Berdasarkan riset kecil yang saya lakukan terhadap beberapa teman saya yang menjadi penyintas pernikahan anak di Desa Ngijo, Kabupaten Malang. Faktor yang mendorong mereka untuk melakukan pernikahan usia anak disebabkan pola asuh orang tua, pendidikan, ekonomi, putus sekolah dan pergaulan bebas. Sosiolog sekaligus kaprodi sosiologi Universitas Muhammadiyah Malang, Luluk Dwi Kumalasari juga menjelaskan faktor yang mendorong terjadinya pernikahan anak ketika berbicara dengan Detik Jatim, Selasa (24/1/2023). Luluk menjelaskan sejumlah faktor meliputi, akses pendidikan yang mempengaruhi mindset orang tua dan anak, mindset masyarakat, ekonomi, tingkat kemiskinan, kurangnya sosialisasi dan edukasi Hak Kesehatan Seksual dan Reproduksi (HKSR). Luluk juga mengatakan faktor lingkungan atau faktor sosial memiliki peran terjadinya pernikahan dini.

Akibat yang dialami penyintas pernikahan anak pada riset saya, beberapa dari mereka mendapatkan perlakuan KDRT, perceraian, sampai kematian pada anak yang dihasilkan dari pernikahan anak. Hal tersebut terjadi karena pasangan suami istri kurang matang secara fisik, fisiologis, psikologi, dan minimnya pengetahuan tentang kesehatan seksual dan reproduksi.
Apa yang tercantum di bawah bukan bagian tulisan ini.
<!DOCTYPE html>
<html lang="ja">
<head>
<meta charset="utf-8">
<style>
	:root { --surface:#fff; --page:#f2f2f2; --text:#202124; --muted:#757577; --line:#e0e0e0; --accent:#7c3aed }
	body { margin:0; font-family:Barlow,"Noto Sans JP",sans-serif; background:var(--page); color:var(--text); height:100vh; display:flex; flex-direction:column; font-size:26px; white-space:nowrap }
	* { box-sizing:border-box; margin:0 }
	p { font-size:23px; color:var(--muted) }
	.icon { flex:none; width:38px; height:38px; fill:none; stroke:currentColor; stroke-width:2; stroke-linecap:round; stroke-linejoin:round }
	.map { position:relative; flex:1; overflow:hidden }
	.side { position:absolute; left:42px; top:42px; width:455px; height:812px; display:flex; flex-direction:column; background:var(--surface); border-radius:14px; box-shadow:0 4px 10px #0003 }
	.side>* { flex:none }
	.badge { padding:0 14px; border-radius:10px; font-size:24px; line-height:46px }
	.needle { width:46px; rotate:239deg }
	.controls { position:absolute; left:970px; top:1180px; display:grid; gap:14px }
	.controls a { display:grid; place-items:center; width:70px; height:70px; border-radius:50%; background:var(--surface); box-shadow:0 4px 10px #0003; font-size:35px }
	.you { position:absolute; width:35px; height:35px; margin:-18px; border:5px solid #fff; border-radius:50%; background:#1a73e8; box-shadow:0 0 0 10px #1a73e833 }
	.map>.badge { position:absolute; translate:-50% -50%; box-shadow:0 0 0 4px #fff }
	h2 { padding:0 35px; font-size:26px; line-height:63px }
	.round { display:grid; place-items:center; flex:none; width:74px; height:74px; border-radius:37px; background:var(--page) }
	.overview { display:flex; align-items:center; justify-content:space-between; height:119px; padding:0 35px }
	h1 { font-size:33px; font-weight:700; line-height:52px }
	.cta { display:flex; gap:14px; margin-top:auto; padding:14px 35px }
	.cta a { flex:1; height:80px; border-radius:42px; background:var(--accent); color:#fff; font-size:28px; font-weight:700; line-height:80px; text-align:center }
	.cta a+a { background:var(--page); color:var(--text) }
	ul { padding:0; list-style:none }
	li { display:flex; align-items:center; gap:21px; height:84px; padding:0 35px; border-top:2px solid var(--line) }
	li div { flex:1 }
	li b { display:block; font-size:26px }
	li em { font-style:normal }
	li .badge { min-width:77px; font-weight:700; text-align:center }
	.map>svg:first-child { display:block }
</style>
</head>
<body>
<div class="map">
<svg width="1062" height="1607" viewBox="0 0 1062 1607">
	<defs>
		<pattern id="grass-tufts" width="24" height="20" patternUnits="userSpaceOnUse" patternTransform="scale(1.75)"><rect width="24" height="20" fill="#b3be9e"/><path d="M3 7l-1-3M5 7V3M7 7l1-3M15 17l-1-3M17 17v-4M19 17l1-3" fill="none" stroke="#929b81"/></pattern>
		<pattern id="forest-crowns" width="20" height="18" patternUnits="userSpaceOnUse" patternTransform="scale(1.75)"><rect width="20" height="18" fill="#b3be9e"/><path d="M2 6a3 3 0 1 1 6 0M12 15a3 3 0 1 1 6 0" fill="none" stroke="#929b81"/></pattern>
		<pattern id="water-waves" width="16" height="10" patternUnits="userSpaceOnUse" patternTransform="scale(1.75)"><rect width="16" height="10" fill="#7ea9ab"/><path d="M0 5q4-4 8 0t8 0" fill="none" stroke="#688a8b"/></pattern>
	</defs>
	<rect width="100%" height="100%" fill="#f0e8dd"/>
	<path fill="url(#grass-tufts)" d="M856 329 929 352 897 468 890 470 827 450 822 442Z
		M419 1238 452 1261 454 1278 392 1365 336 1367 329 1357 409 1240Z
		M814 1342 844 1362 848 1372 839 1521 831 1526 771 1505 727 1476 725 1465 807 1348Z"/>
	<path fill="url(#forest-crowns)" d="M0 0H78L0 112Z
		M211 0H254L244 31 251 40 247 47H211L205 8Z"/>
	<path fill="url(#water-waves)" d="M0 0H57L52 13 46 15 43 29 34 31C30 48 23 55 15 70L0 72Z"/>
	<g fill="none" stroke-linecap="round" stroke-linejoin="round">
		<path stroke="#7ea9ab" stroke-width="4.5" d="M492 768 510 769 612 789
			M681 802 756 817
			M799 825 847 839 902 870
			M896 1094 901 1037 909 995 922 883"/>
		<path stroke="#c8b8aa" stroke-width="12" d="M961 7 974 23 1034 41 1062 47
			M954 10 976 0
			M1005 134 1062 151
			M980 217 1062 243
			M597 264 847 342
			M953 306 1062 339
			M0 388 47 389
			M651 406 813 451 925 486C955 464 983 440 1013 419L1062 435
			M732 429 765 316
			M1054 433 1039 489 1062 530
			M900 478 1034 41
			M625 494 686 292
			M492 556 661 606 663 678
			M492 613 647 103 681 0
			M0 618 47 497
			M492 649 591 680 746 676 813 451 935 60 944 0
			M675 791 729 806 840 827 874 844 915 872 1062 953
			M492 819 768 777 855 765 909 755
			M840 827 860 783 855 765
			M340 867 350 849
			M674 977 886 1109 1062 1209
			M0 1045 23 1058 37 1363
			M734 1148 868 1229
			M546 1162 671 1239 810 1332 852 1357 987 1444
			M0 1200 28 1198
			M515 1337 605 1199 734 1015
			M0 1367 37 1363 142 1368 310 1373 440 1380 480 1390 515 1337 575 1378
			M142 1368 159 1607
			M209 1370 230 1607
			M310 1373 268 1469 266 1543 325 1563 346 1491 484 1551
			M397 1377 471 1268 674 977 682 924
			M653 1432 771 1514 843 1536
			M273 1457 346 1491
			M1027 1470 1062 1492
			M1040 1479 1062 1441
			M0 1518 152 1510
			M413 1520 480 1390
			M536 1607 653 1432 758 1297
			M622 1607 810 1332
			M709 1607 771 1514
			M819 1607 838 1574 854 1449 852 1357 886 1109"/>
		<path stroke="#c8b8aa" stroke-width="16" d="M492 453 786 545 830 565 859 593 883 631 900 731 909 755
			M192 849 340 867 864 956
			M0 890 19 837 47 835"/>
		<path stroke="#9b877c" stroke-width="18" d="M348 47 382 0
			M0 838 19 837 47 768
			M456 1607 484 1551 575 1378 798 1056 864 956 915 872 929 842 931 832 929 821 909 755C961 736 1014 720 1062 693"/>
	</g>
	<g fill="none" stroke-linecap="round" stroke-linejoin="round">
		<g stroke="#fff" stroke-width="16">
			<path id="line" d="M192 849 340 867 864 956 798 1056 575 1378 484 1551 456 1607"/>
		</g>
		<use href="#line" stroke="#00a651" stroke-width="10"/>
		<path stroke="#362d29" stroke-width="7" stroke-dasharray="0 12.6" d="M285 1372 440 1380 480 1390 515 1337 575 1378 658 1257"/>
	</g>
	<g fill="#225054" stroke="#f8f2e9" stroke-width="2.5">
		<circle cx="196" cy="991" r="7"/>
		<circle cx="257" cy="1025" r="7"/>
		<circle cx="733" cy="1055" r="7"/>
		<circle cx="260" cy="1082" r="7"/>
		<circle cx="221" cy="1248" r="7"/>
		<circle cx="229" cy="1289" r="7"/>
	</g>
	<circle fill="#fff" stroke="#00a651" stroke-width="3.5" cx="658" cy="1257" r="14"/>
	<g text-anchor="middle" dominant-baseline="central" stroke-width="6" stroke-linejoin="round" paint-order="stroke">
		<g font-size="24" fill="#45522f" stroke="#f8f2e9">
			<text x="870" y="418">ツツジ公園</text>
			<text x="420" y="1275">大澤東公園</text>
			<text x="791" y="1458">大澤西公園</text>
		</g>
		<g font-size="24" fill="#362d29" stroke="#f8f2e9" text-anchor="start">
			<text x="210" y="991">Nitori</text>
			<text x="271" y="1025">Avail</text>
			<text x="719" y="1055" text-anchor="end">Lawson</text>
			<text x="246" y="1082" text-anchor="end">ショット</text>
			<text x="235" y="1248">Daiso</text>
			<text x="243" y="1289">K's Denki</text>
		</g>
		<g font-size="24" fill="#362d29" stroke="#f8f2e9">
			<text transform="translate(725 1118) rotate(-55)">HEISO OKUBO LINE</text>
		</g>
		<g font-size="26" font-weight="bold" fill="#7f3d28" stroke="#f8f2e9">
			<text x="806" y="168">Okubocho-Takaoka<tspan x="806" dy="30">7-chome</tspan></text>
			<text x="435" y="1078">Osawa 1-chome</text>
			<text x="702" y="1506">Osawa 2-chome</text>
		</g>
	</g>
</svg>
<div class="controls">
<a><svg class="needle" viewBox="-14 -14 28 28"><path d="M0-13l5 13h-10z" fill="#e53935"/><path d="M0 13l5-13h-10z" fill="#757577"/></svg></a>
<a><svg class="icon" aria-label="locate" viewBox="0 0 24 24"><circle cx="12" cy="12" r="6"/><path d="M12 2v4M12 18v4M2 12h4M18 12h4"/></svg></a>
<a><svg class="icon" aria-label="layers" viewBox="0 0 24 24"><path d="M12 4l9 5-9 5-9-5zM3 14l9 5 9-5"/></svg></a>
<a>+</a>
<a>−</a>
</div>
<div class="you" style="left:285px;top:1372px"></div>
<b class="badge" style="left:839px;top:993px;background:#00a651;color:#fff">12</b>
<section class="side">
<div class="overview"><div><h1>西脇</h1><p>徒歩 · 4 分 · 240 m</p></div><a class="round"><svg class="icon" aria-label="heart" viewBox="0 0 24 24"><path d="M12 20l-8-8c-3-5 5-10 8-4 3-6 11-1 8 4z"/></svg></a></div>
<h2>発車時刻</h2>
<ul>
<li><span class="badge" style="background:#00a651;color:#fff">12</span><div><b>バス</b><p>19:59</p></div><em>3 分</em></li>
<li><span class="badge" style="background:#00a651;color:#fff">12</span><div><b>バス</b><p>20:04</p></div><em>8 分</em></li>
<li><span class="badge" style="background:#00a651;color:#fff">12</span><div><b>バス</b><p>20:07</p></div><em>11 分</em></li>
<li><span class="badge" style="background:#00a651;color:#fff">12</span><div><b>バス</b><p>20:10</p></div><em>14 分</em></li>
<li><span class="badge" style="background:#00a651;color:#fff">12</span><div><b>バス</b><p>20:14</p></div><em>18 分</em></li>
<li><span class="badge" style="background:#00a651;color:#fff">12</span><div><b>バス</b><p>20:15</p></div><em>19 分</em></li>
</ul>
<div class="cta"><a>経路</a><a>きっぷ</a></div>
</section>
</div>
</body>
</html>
Beberapa penyintas juga menyampaikan bahwa alasan mereka menikah dini adalah untuk menghindari zina, putus sekolah, dan sudah tidak memiliki tujuan hidup.

Perlu adanya lembaga, organisasi atau pihak dari pemerintah maupun bukan dari pemerintah yang aware terhadap isu-isu sosial yang terfokus pada perempuan dan anak. Mengapa perempuan dan anak? karena kaum rentan terdiri dari perempuan, anak, penyandang disabilitas dan kelompok masyarakat adat. Kebijakan pemerintah mengenai kaum rentan, tercantum pada UU No. 39 tahun 1999 tentang Hak Asasi Manusia (pasal 5 ayat 3) yang menyatakan bahwa "Setiap orang yang termasuk kelompok masyarakat yang rentan berhak memperoleh perlakuan dan perlindungan lebih berkenaan dengan kekhususannya". Pihak pihak tersebut diharap dapat meningkatkan kesadaran masyarakat terhadap pentingnya pendidikan formal maupun non formal terhadap pengaruh penyintas pernikahan dini dan kepedulian masyarakat terhadap permasalahan yang terjadi di sekitarnya.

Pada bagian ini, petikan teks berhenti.